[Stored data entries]
────────────────────────────────────────
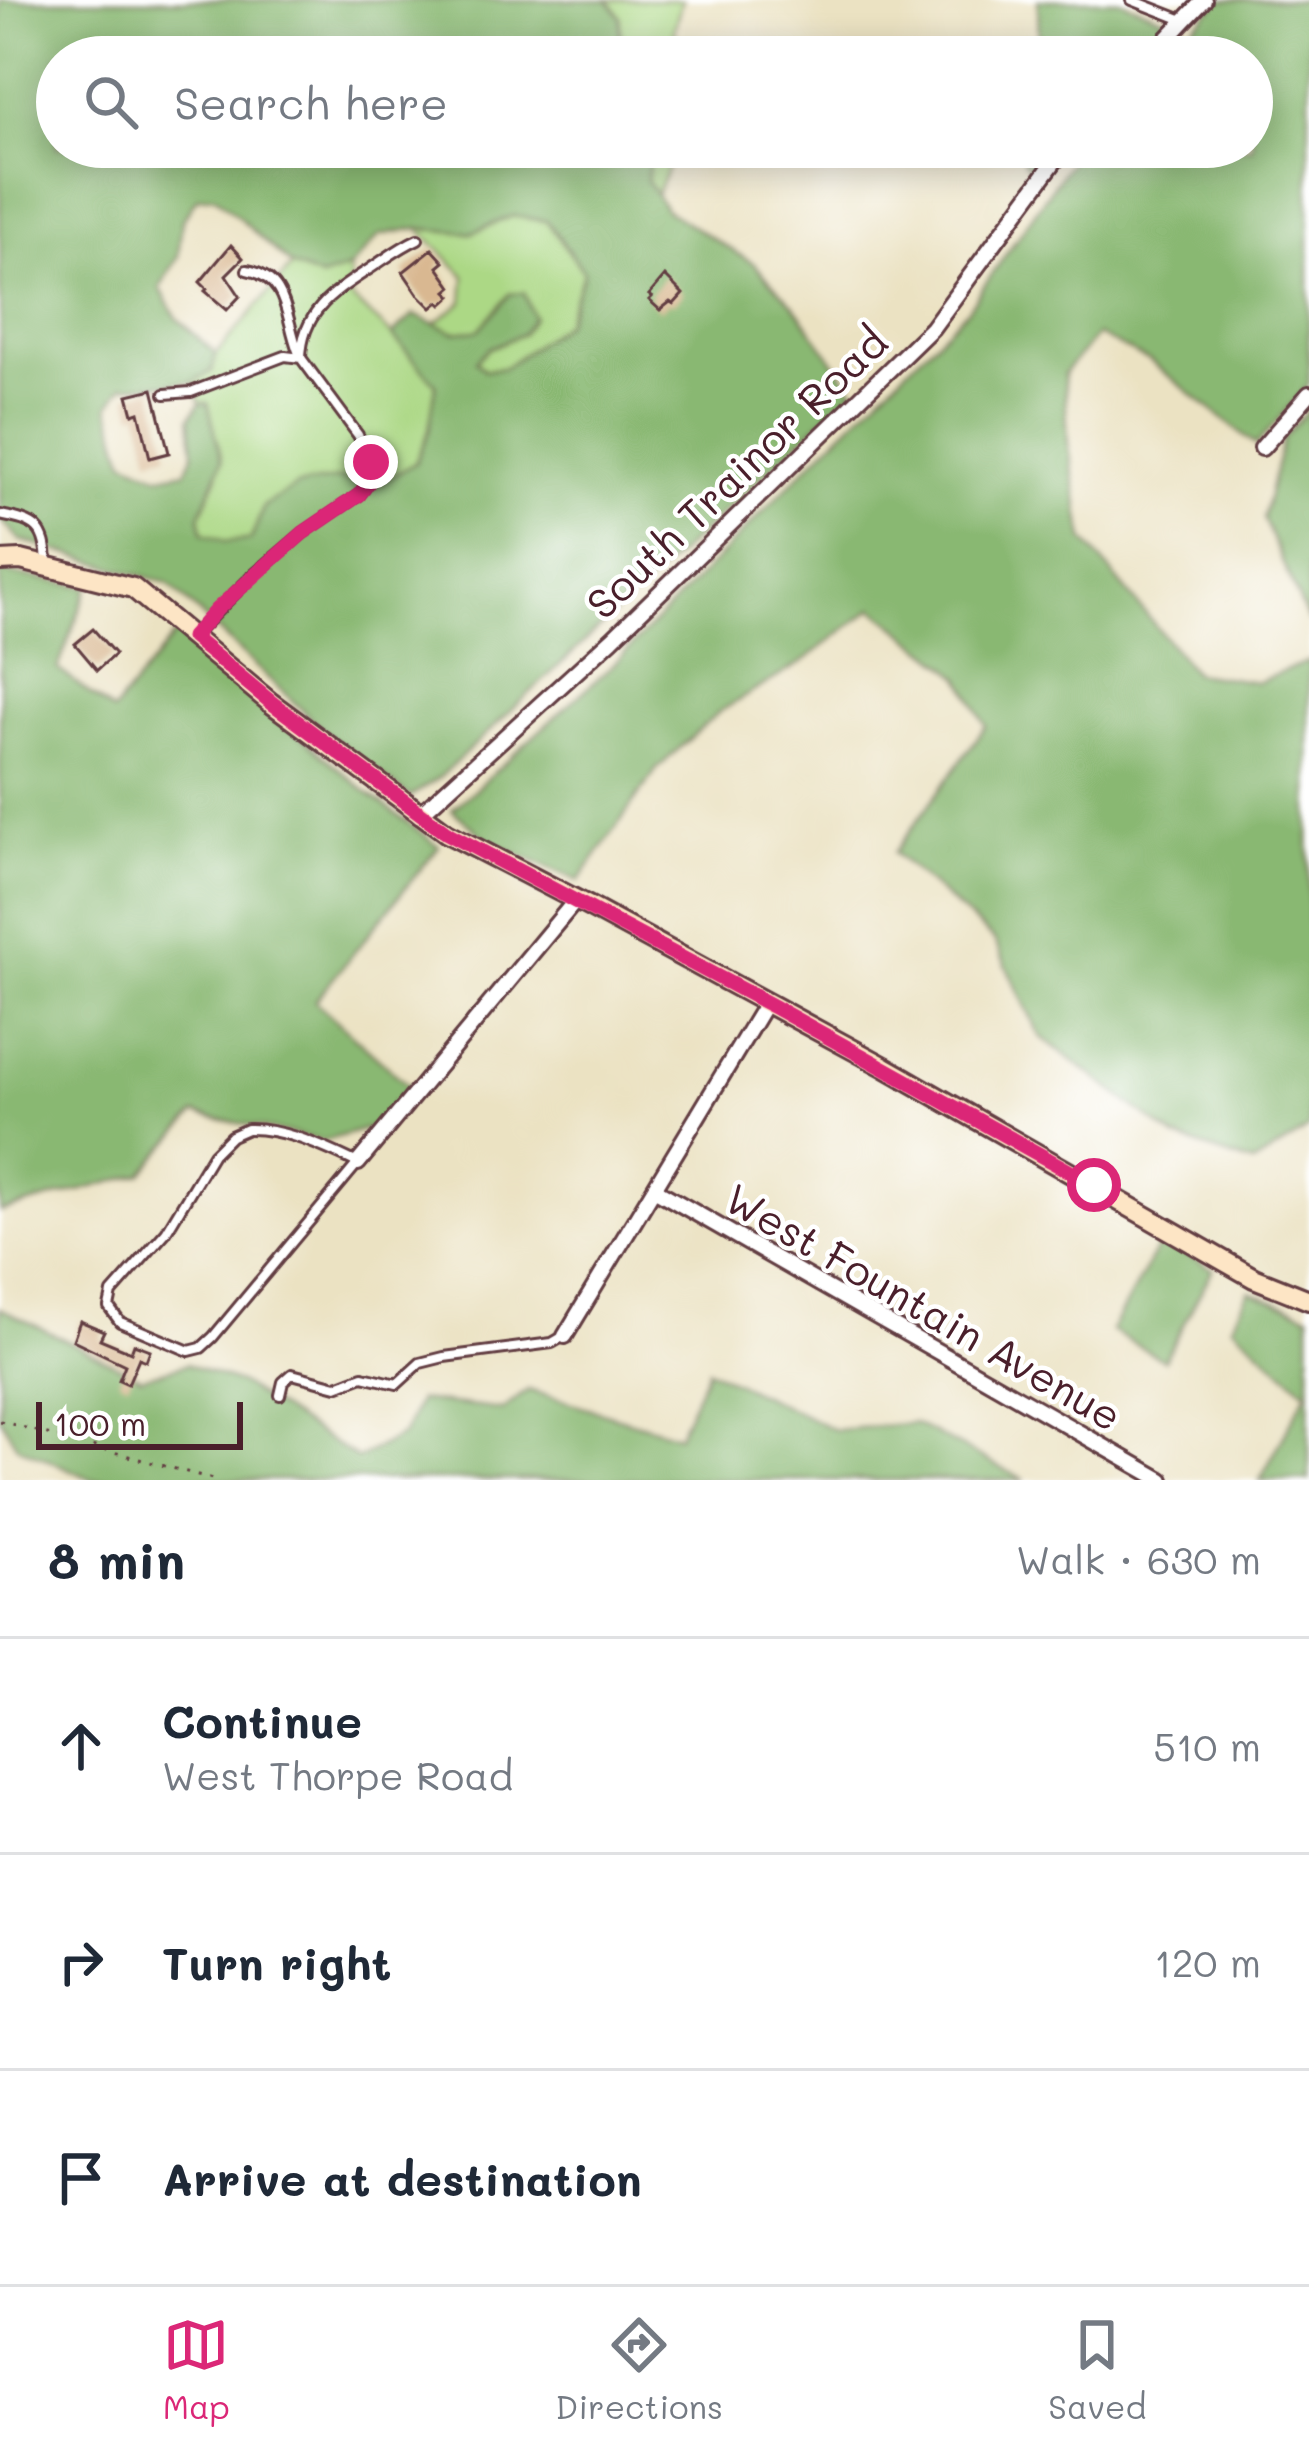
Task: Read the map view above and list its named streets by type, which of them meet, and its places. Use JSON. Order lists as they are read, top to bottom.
{
  "streets": {
    "street": ["South Trainor Road", "West Fountain Avenue"]
  },
  "scale_bar": "100 m",
  "page": {
    "search": "Search here",
    "scale": "100 m",
    "heading": ["8 min", "Walk · 630 m"],
    "list": [
      ["Continue", "West Thorpe Road", "510 m"],
      ["Turn right", "120 m"],
      "Arrive at destination"
    ],
    "nav": ["Map", "Directions", "Saved"]
  }
}
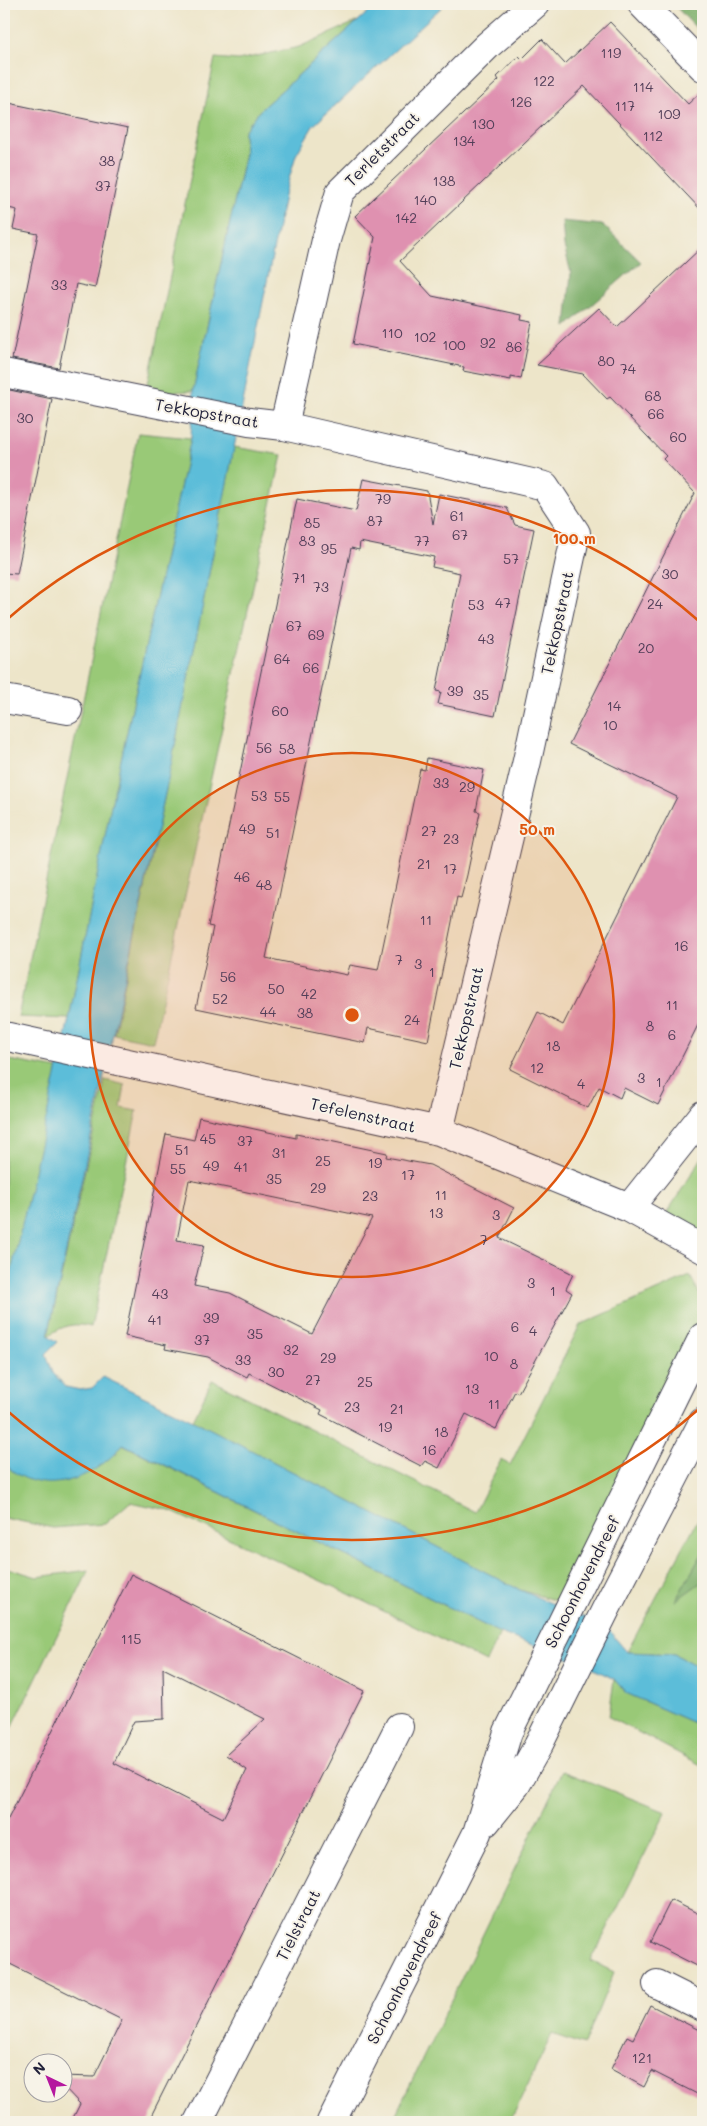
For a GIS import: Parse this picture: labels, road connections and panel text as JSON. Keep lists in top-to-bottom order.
{
  "streets": {
    "street": [
      "Terletstraat",
      "Tekkopstraat",
      "Tefelenstraat",
      "Schoonhovendreef",
      "Tielstraat"
    ]
  },
  "crossings": [
    ["Terletstraat", "Tekkopstraat"],
    ["Tekkopstraat", "Tefelenstraat"]
  ],
  "house_numbers": [
    "119",
    "122",
    "114",
    "126",
    "117",
    "109",
    "130",
    "112",
    "134",
    "38",
    "138",
    "37",
    "140",
    "142",
    "33",
    "110",
    "102",
    "92",
    "100",
    "86",
    "80",
    "74",
    "68",
    "66",
    "30",
    "60",
    "79",
    "61",
    "87",
    "85",
    "67",
    "83",
    "77",
    "95",
    "57",
    "30",
    "71",
    "73",
    "47",
    "24",
    "53",
    "67",
    "69",
    "43",
    "20",
    "64",
    "66",
    "39",
    "35",
    "14",
    "60",
    "10",
    "56",
    "58",
    "33",
    "29",
    "53",
    "55",
    "49",
    "27",
    "51",
    "23",
    "21",
    "17",
    "46",
    "48",
    "11",
    "16",
    "7",
    "3",
    "1",
    "56",
    "50",
    "42",
    "52",
    "11",
    "44",
    "38",
    "24",
    "8",
    "6",
    "18",
    "12",
    "3",
    "1",
    "4",
    "45",
    "37",
    "51",
    "31",
    "25",
    "19",
    "49",
    "41",
    "55",
    "17",
    "35",
    "29",
    "11",
    "23",
    "13",
    "3",
    "7",
    "3",
    "1",
    "43",
    "39",
    "41",
    "6",
    "4",
    "35",
    "37",
    "32",
    "10",
    "29",
    "33",
    "8",
    "30",
    "27",
    "25",
    "13",
    "11",
    "23",
    "21",
    "19",
    "18",
    "16",
    "115",
    "121"
  ],
  "north": "top left",
  "rings": ["100 m", "50 m"]
}
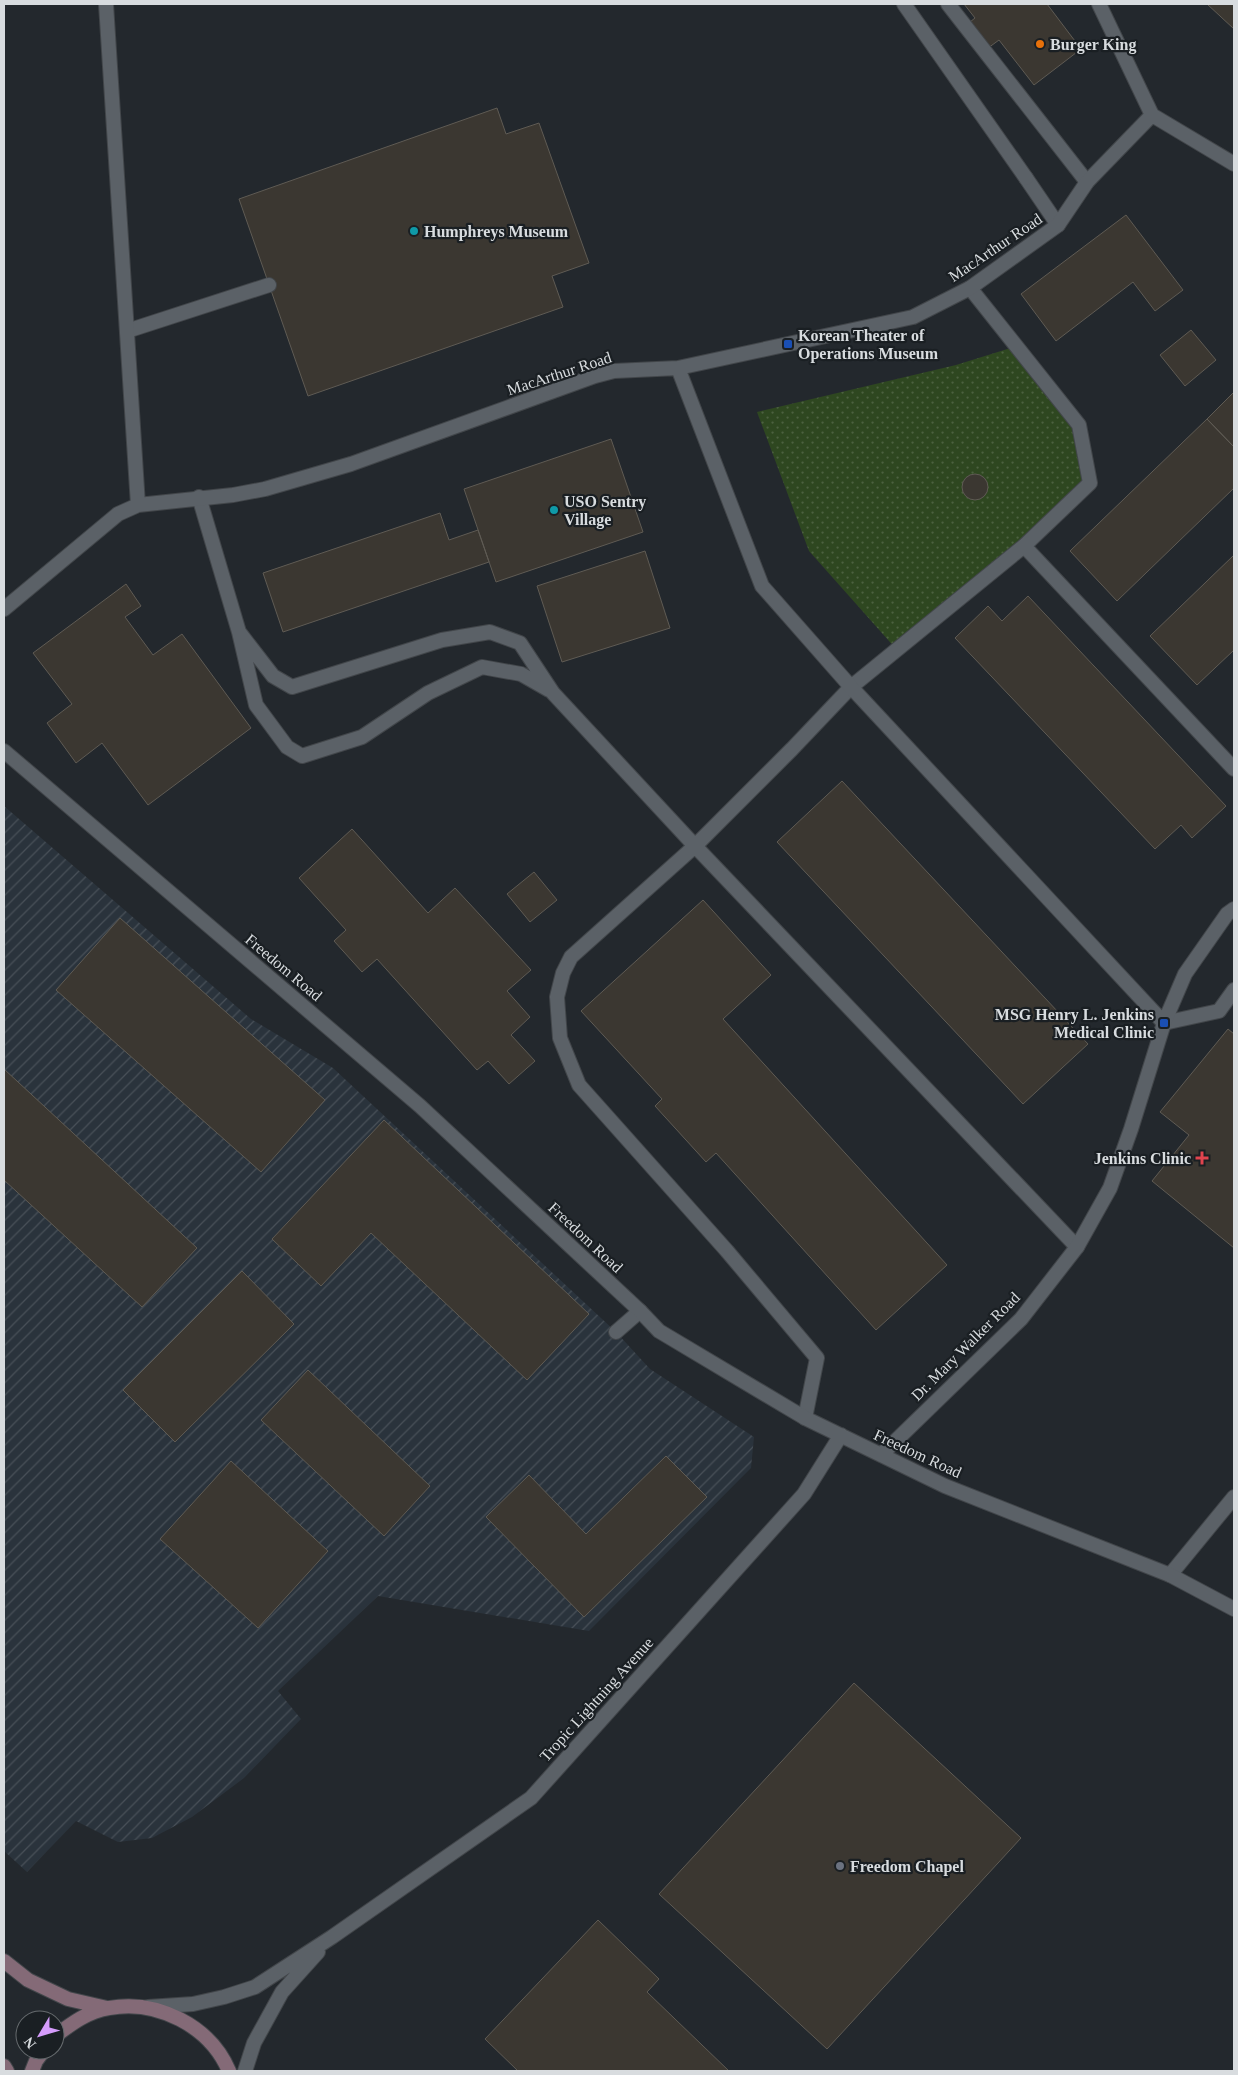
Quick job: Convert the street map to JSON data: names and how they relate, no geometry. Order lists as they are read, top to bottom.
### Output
{
  "streets": {
    "street": [
      "MacArthur Road",
      "Freedom Road",
      "Dr. Mary Walker Road",
      "Tropic Lightning Avenue"
    ]
  },
  "crossings": [
    ["Freedom Road", "Dr. Mary Walker Road"],
    ["Freedom Road", "Tropic Lightning Avenue"]
  ],
  "places": {
    "other": [
      "Burger King",
      "Humphreys Museum",
      "USO Sentry Village",
      "Freedom Chapel"
    ],
    "transit": ["Korean Theater of Operations Museum", "MSG Henry L. Jenkins Medical Clinic"],
    "health": ["Jenkins Clinic"]
  },
  "north": "bottom left"
}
────────────────────────────────────────
PROMPT: If a record holds a picture, leave the picture out and copy the rest exactly.

OUTPUT FOR THIS EXERCISE:
Task: Read the map view above and list its named streets by type, which of them meet, and its places. Use JSON. Order lists as they are read, top to bottom.
{
  "streets": {
    "street": ["South Trainor Road", "West Fountain Avenue"]
  },
  "scale_bar": "100 m",
  "page": {
    "search": "Search here",
    "scale": "100 m",
    "heading": ["8 min", "Walk · 630 m"],
    "list": [
      ["Continue", "West Thorpe Road", "510 m"],
      ["Turn right", "120 m"],
      "Arrive at destination"
    ],
    "nav": ["Map", "Directions", "Saved"]
  }
}
For a GIS import: Parse this picture: labels, road connections and panel text as JSON. Keep lists in top-to-bottom order.
{
  "streets": {
    "street": [
      "Terletstraat",
      "Tekkopstraat",
      "Tefelenstraat",
      "Schoonhovendreef",
      "Tielstraat"
    ]
  },
  "crossings": [
    ["Terletstraat", "Tekkopstraat"],
    ["Tekkopstraat", "Tefelenstraat"]
  ],
  "house_numbers": [
    "119",
    "122",
    "114",
    "126",
    "117",
    "109",
    "130",
    "112",
    "134",
    "38",
    "138",
    "37",
    "140",
    "142",
    "33",
    "110",
    "102",
    "92",
    "100",
    "86",
    "80",
    "74",
    "68",
    "66",
    "30",
    "60",
    "79",
    "61",
    "87",
    "85",
    "67",
    "83",
    "77",
    "95",
    "57",
    "30",
    "71",
    "73",
    "47",
    "24",
    "53",
    "67",
    "69",
    "43",
    "20",
    "64",
    "66",
    "39",
    "35",
    "14",
    "60",
    "10",
    "56",
    "58",
    "33",
    "29",
    "53",
    "55",
    "49",
    "27",
    "51",
    "23",
    "21",
    "17",
    "46",
    "48",
    "11",
    "16",
    "7",
    "3",
    "1",
    "56",
    "50",
    "42",
    "52",
    "11",
    "44",
    "38",
    "24",
    "8",
    "6",
    "18",
    "12",
    "3",
    "1",
    "4",
    "45",
    "37",
    "51",
    "31",
    "25",
    "19",
    "49",
    "41",
    "55",
    "17",
    "35",
    "29",
    "11",
    "23",
    "13",
    "3",
    "7",
    "3",
    "1",
    "43",
    "39",
    "41",
    "6",
    "4",
    "35",
    "37",
    "32",
    "10",
    "29",
    "33",
    "8",
    "30",
    "27",
    "25",
    "13",
    "11",
    "23",
    "21",
    "19",
    "18",
    "16",
    "115",
    "121"
  ],
  "north": "top left",
  "rings": ["100 m", "50 m"]
}
Quick job: Convert the street map to JSON data: names and how they relate, no geometry. Order lists as they are read, top to bottom.
### Output
{
  "streets": {
    "street": [
      "MacArthur Road",
      "Freedom Road",
      "Dr. Mary Walker Road",
      "Tropic Lightning Avenue"
    ]
  },
  "crossings": [
    ["Freedom Road", "Dr. Mary Walker Road"],
    ["Freedom Road", "Tropic Lightning Avenue"]
  ],
  "places": {
    "other": [
      "Burger King",
      "Humphreys Museum",
      "USO Sentry Village",
      "Freedom Chapel"
    ],
    "transit": ["Korean Theater of Operations Museum", "MSG Henry L. Jenkins Medical Clinic"],
    "health": ["Jenkins Clinic"]
  },
  "north": "bottom left"
}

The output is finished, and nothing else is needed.